Un exemple avant / après, ça vous dit ? 😉 Je vous rassure, je vais essayer de spoiler le moins possible. D’ailleurs, cet extrait est situé dans le chapitre 2 donc au tout début de l’histoire.
Le contexte : Gandore, le grand Sage de Citara, a une idée pour aider Sylvine à retrouver ses souvenirs : la réminiscence. Mais comme il ne veut pas lui en dire plus tout de suite et qu’elle est très faible, il utilise ses pouvoirs pour l’endormir sans répondre à ses questions… Quelques heures après, elle se réveille.
Avant
Elle pouvait se l’avouer maintenant, elle avait été soulagée que les propos fracassants de Gandore n’aient pas été immédiatement suivis d’effet. Bien au contraire, le Sage avait enchaîné sur la nécessité de bien préparer la chose et avait donc enjoint Sylvine de se reposer, tandis qu’il organiserait sa réminiscence et préviendrait le Conseil. Cela avait suscité d’autres questions chez la jeune amnésique, mais, avant qu’elle n’ait eu le temps de les formuler, et de protester avec vigueur qu’elle n’était pas fatiguée, sa main puissante avait alors balayé son front… et elle ne s’était réveillée que quelques heures plus tard, tout à la fois frustrée dans ses attentes, admirative des pouvoirs manifestes de Gandore et soulagée de se trouver en bien meilleure forme.

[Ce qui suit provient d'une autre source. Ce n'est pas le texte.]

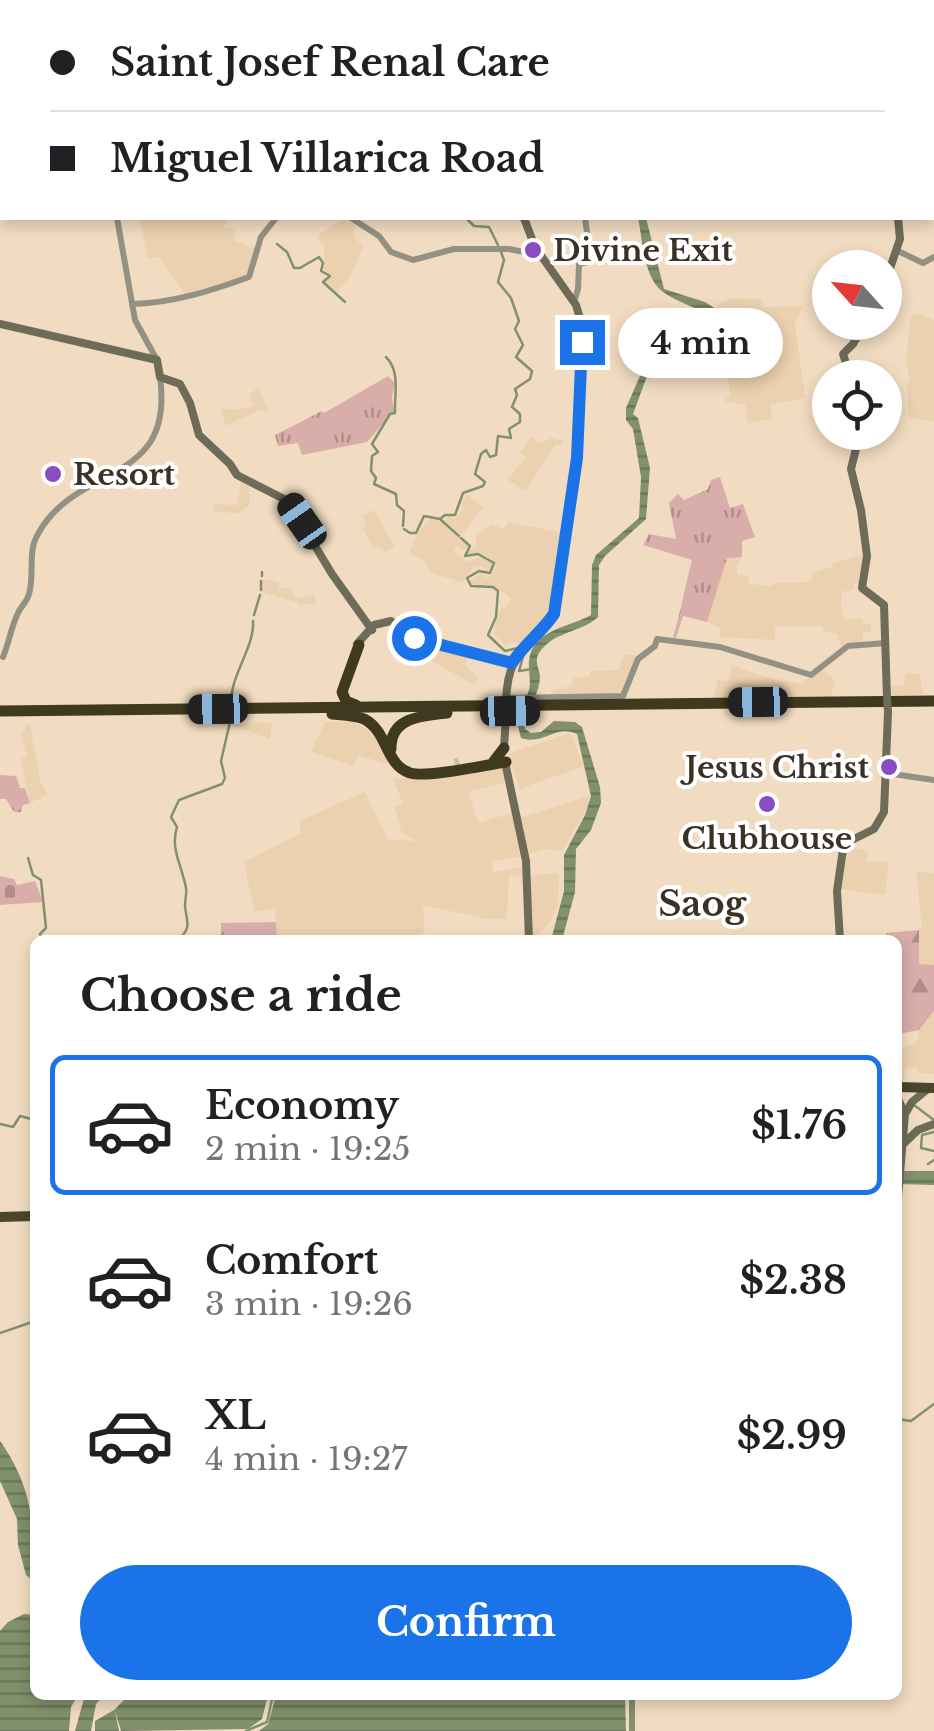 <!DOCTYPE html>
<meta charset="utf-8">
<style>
:root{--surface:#fff;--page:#f6f6f6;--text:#202124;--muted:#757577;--line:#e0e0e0;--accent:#1a73e8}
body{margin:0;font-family:"Libre Baskerville",serif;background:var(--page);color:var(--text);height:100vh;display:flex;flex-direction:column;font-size:38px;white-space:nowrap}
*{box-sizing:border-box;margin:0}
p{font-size:32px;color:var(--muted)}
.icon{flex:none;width:55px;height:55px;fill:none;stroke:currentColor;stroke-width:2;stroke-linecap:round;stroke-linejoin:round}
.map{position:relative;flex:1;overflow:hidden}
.sheet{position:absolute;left:30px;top:935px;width:872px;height:765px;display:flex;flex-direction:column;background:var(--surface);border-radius:15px;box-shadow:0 5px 15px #0003}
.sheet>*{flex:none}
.hud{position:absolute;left:0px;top:0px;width:935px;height:220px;box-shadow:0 5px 15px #0003;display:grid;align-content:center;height:220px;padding:0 50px;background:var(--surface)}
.needle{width:65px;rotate:297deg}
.fabs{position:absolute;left:812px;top:250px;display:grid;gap:20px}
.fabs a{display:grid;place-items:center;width:90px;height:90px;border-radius:50%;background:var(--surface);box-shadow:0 5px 15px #0003;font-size:50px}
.end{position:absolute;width:45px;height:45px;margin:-22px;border:12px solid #1a73e8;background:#fff;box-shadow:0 0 0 5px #fff}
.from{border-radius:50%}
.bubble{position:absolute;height:70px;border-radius:35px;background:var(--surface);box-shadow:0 5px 15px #0003;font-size:32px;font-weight:800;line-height:70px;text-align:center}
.car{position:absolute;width:30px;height:60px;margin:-30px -15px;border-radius:12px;box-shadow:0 0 8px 2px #0007;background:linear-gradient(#222 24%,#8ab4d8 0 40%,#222 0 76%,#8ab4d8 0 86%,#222 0)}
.hud b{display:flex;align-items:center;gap:35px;height:95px;font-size:38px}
.hud b+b{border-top:2px solid var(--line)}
.hud i{width:25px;height:25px;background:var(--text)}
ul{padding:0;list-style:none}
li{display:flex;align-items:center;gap:30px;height:140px;margin:0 20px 15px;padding:0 30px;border:5px solid transparent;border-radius:15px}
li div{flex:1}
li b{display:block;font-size:38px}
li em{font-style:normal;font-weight:800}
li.active{border-color:var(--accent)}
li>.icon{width:90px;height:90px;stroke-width:1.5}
h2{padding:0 50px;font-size:45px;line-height:120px}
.action{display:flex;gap:20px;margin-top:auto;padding:20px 50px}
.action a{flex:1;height:115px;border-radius:60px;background:var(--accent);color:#fff;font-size:40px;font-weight:800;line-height:115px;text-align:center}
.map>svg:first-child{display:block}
</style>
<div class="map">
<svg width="934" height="1731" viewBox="0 0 934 1731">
<defs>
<pattern id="grass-tufts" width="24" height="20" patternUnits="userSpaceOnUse" patternTransform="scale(2.5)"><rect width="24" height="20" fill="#d8adaa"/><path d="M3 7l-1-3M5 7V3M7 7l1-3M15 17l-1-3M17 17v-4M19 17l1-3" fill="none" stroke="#b08d8a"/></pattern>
<pattern id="forest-firs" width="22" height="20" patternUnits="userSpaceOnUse" patternTransform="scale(2.5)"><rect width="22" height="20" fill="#d8adaa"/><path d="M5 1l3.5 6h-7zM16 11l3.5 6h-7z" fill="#b08d8a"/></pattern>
<pattern id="cemetery-stones" width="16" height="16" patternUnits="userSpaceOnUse" patternTransform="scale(2.5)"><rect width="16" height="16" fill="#d8adaa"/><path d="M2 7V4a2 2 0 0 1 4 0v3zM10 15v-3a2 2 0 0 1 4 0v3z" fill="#b08d8a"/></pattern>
<pattern id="water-rules" width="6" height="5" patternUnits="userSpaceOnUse" patternTransform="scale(2.5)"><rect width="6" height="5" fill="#81916c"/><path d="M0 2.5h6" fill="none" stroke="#6b7759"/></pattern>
</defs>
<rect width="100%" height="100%" fill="#f2dcc1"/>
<g fill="#ebd1af">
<polygon points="139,218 227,218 224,227 236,229 233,240 255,248 246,278 199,289 187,297 159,257 148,259"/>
<polygon points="343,219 356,225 353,235 363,247 349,279 336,292 325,282 331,275 324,273 324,244 318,240 320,234"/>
<polygon points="731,298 761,299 762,306 766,307 803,307 795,323 805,398 770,405 772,419 748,423 745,404 724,402 730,394 725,355 728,343 716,305"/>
<polygon points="918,314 934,320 934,421 909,418 908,412 907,383 910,381 906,361 911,315"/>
<polygon points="259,387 268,411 260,410 225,426 221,408 236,410 253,406 250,394"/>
<polygon points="531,437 539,443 552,438 564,441 561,445 555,445 526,491 507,480 526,457 520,452"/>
<polygon points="241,481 249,485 250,505 238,513 213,512 214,504 237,505"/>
<polygon points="467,494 483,507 462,535 445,521 449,516 455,519 464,507 461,504"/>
<polygon points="374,510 395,547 385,552 382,548 372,547 363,528 366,526 363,516"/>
<polygon points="430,519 439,520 469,547 467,550 477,547 475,537 491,524 504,529 509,522 564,533 552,615 544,626 524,642 509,644 507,647 494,634 496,629 494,628 501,609 507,606 511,598 492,585 476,586 468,581 483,573 485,578 491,576 496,567 494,561 482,554 466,555 467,550 457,546 454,551 467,562 480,557 492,564 488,571 481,566 473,568 462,582 431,573 424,561 409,553 418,533"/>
<polygon points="865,554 861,584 854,584 854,589 842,592 841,605 844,620 862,618 863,624 871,623 871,632 863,633 863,642 841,647 837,634 824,631 822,626 775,627 775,640 719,637 721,629 707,622 727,558 742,557 737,567 737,574 749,577 749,584 772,586 773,583 811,582 813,573 831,567 834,563"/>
<polygon points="262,580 279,581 279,588 291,589 296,598 314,594 316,605 298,604 297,599 296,602 261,592"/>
<polygon points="430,646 468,655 465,666 478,677 474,685 426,658"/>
<polygon points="632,654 635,657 624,693 551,696 551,690 571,686 574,678 590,676 590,671 619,670 624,655"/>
<polygon points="732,666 775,680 802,684 819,668 835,680 830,699 712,701 718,680 728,681"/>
<polygon points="906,673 920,674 923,695 889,695 889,688 894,685 903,687"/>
<polygon points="325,722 352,722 366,728 381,745 389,765 358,755 354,766 311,752"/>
<polygon points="233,723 272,723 270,739 235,727"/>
<polygon points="30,724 40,780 47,795 30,803 20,759 27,757 21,732 25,731 24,725"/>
<polygon points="570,733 584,766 520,789 508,754"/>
<polygon points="503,767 506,782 469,792 478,823 515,812 524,856 492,861 493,872 526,867 527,876 509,875 507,919 487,919 423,905 425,931 416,940 277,940 275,908 254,912 244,862 301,833 299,821 365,792 388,839 417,841 399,830 401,828 394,806 403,804 393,779"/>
<polygon points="589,796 588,807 562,851 543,849 527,855 519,818"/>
<polygon points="846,846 868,851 867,862 889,861 885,895 838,889"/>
<polygon points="916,871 934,873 934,965 919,964 919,928 922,927"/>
<polygon points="542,874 559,874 558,902 552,919 540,932 538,939 530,940 529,878"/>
<polygon points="934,1011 934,1074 918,1073 917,1067 905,1069 903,1084 899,1084 898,1050 917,1042 919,1030"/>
</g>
<g fill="url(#grass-tufts)">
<polygon points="388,376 395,383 392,397 394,411 367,442 302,455 298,443 278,446 275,435 322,411 324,413"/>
<path d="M720,477L730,508L743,504L755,537L742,541V557L727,558L707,622L683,616L676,638L673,637C681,612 685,586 692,560L643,545L649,534L676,539L669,503L678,494L684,500L708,489L711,480Z"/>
<polygon points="0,775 16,776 20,788 25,788 30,803 23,805 21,812 14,812 6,799 0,799"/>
<polygon points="276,922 277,940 221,940 221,923"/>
</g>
<polygon fill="url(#forest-firs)" points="919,930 919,964 934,965 934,1011 919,1030 898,1034 898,940 886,940 886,933"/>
<polygon fill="url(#cemetery-stones)" points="0,876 14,879 17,885 35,881 43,902 0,905"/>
<g fill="url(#water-rules)">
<path d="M638,218H646L664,289L705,302L721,312C728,341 726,373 691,377L677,363L660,360L650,368L633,414L638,418L650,468L646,519L605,556L599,565L598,617C581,633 553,631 539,653C534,661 539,668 540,676C540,692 530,706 523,720L525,729L531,733L541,732L554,721L575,722L582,727L600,787L601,803L591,830L576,849L575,892L562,940H551L564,891V855L585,815L591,796L577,734C555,724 544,746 521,738C513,709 520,717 528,693C532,682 528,672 529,661C532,629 571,627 591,615L592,565L596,555L639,518L641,477L633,429L626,420V408L650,353L661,348L683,359L694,373L707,369L719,345V323C699,306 681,305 663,292C643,277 643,240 638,218Z"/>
<polygon points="898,1171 934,1171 934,1185 898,1184"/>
<path d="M0,1441C33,1487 35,1529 35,1583L26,1575L18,1545L17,1519L0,1481Z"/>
<polygon points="24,1614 35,1615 35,1695 78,1695 71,1707 69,1731 0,1731 0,1631 8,1622"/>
<polygon points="85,1695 104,1695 96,1704 91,1731 75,1731"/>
<polygon points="129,1695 268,1695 262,1719 248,1729 121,1731 115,1711 119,1731 95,1731 95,1721 114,1710"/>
<polygon points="276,1695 625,1695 626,1731 259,1731 268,1724"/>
</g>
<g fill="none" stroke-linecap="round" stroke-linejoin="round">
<g stroke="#81916c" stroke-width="2.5">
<polyline points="379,0 379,2"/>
<polyline points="932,119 934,120"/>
<polyline points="466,218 474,226 489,227 498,245"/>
<polyline points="277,244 287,252 294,268 300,268 319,257 323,263 321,271 330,276 323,282 345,302"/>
<path d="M386,357C401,372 394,395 395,413L390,414L372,444L378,452L372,456L371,471L376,478L374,484L396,494L397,505L404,511L403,526"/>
<polyline points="441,520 459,536"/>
<polyline points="404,529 410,533 416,533 424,516 440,519 445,515 455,515 463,493 483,486 485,482 475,474 481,454 486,450 490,457 496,455 498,436 511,438 509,429 520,422 520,414 512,407 517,395 515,389 530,379 532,371 516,357 523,345 515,329 519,321 511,298 498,282 504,260 501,252"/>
<polyline points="461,538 470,546 465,556 478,554 494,563 490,573 479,571 467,578 471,586 493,587 498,591 496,617 488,635 505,651 518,648"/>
<polyline points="262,576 262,572"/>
<polyline points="261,590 261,581"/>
<polyline points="254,615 260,595"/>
<polyline points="524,653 519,671 532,669"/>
<path d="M231,704C230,675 255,647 253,621"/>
<polyline points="28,858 33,875 41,880 46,928 40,934 42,940"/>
<path d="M178,940C193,927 186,921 185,905C185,899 187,894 186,888C182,865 170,850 177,827L171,817L179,800L222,784L225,778L221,761L230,722"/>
<polyline points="914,1105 934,1120"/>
<polyline points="0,1124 13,1127 20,1116 35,1120"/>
<polyline points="934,1132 922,1135 921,1148 934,1151"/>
<polyline points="928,1164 934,1160"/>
<polyline points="0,1333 35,1321"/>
<polyline points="898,1419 911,1421 934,1404"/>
<polyline points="246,1731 267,1722 273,1695"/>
</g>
<polyline stroke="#81916c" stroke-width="6" points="632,1695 632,1731"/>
<polyline stroke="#cdbaa2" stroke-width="11" stroke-dasharray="11 5.5" stroke-linecap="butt" points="455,764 459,763"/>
<g stroke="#939183" stroke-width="6">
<polyline points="258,2 259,0"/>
<polyline points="0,179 2,184"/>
<polyline points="117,218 135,320 157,360"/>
<polyline points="351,218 379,236 391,252 413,260 454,249 509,249 524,252 535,247"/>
<polyline points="896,250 923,263 934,257"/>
<polyline points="574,302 578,289 579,264 591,261 585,218"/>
<path d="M132,304C172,303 211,291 249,277L261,237L276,218"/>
<path d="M3,657C9,643 11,627 18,613C21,606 27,602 29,594C35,574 27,552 38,534C77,462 175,487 160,377"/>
<polyline points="506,698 623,696 638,659 655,646 657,639 720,647 811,675 848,646 886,643"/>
<polyline points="886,773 934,780"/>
</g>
<g stroke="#6e6b58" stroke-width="8">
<polyline points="520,0 520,2"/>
<polyline points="932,152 934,152"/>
<polyline points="885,283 900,239 898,218"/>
<polyline points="0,324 157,360 160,377 180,384 190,403 199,435 230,464 237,475 288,501 332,574 372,630"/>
<polyline points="851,378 843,354 853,344 865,322"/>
<polyline points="860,432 851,469 861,510 867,556 862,588 884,605 887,698"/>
<polyline points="357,644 374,625 391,621 420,641 512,663"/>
<path d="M506,701C508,647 529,652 554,614L577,458L582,325L576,305L535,247L524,218"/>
<polyline points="504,748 506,716"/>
<polyline points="505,762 526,861 529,940"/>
<polyline points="840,940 837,891 843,849 848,842 874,829 884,812 888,712"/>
<polyline points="898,1099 905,1114 898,1197"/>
<polyline points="905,1114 912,1102 929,1088"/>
<polyline points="902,1145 918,1130 934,1124"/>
</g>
<g stroke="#4a462c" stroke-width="10">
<polyline points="898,1087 934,1088"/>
<polyline points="0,1217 35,1216"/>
</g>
<g stroke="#3f3a1f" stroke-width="11">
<polyline points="356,705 346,701 342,692 359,645"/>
<polyline points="0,711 934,701"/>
<path d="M332,714C343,715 354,715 364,719C388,731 385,765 410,773C428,778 484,765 506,762"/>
<path d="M391,749C390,717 422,716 447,713"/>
<polyline points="494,761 504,748"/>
</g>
<g stroke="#6e6b58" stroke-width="8">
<polyline points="887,698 888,712"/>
<polyline points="506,716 506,701"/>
</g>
</g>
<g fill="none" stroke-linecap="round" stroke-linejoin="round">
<path stroke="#1a73e8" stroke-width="12" d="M414,638L512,663C524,644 541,633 554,614L577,458L582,342"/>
</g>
<g fill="#894cc2" stroke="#fff" stroke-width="4">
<circle cx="533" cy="250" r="10"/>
<circle cx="53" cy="474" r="10"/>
<circle cx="889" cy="767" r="10"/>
<circle cx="767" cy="804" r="10"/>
</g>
<g text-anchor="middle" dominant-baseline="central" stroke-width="8" stroke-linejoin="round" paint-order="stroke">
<g font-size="30" font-weight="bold" fill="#3a3127" stroke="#fff" text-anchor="start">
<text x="553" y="250">Divine Exit</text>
<text x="73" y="474">Resort</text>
<text x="869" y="767" text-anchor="end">Jesus Christ</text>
<text x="767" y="838" text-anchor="middle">Clubhouse</text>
</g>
<g font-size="35" font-weight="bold" fill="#3a3127" stroke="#fff">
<text x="702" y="903">Saog</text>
</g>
</g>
</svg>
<div class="fabs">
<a><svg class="needle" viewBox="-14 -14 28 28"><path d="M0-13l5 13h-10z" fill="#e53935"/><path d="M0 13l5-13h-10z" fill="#757577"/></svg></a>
<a><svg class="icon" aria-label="locate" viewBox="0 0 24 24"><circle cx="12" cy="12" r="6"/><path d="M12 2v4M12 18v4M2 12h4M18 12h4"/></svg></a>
</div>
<i class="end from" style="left:414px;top:638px"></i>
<i class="end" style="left:582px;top:342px"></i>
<div class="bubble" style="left:618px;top:308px;width:165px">4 min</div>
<i class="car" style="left:302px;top:521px;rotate:325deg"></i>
<i class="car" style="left:758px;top:702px;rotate:269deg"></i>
<i class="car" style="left:218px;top:709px;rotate:269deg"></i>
<i class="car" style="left:510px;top:711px;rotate:89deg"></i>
<div class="hud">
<b><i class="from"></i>Saint Josef Renal Care</b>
<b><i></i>Miguel Villarica Road</b>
</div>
<section class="sheet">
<h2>Choose a ride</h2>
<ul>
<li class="active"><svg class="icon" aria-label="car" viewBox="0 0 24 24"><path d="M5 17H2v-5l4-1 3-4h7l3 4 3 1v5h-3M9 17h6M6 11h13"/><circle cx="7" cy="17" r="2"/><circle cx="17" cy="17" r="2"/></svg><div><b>Economy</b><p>2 min · 19:25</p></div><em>$1.76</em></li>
<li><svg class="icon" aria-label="car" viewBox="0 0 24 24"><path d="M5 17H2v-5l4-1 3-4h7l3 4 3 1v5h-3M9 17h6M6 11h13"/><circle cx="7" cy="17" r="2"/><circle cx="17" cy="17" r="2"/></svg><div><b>Comfort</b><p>3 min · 19:26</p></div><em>$2.38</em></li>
<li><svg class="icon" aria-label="car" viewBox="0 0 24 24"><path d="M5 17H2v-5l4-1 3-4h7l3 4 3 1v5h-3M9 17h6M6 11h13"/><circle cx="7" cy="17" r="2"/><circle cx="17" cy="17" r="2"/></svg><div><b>XL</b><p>4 min · 19:27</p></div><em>$2.99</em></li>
</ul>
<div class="action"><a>Confirm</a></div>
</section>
</div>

Je suis non seulement beaucoup dans le « tell » (un procédé dont je vous parlerai plus en détail dans un prochain article, mais qui signifie que je « dis » plus que je ne « montre » les choses, ce qui met le lecteur à distance), mais finalement, on trouve que mon héroïne n’est pas si « tempétueuse » que cela puisqu’elle accepte presque sans sourciller qu’on l’endorme si c’est pour son bien…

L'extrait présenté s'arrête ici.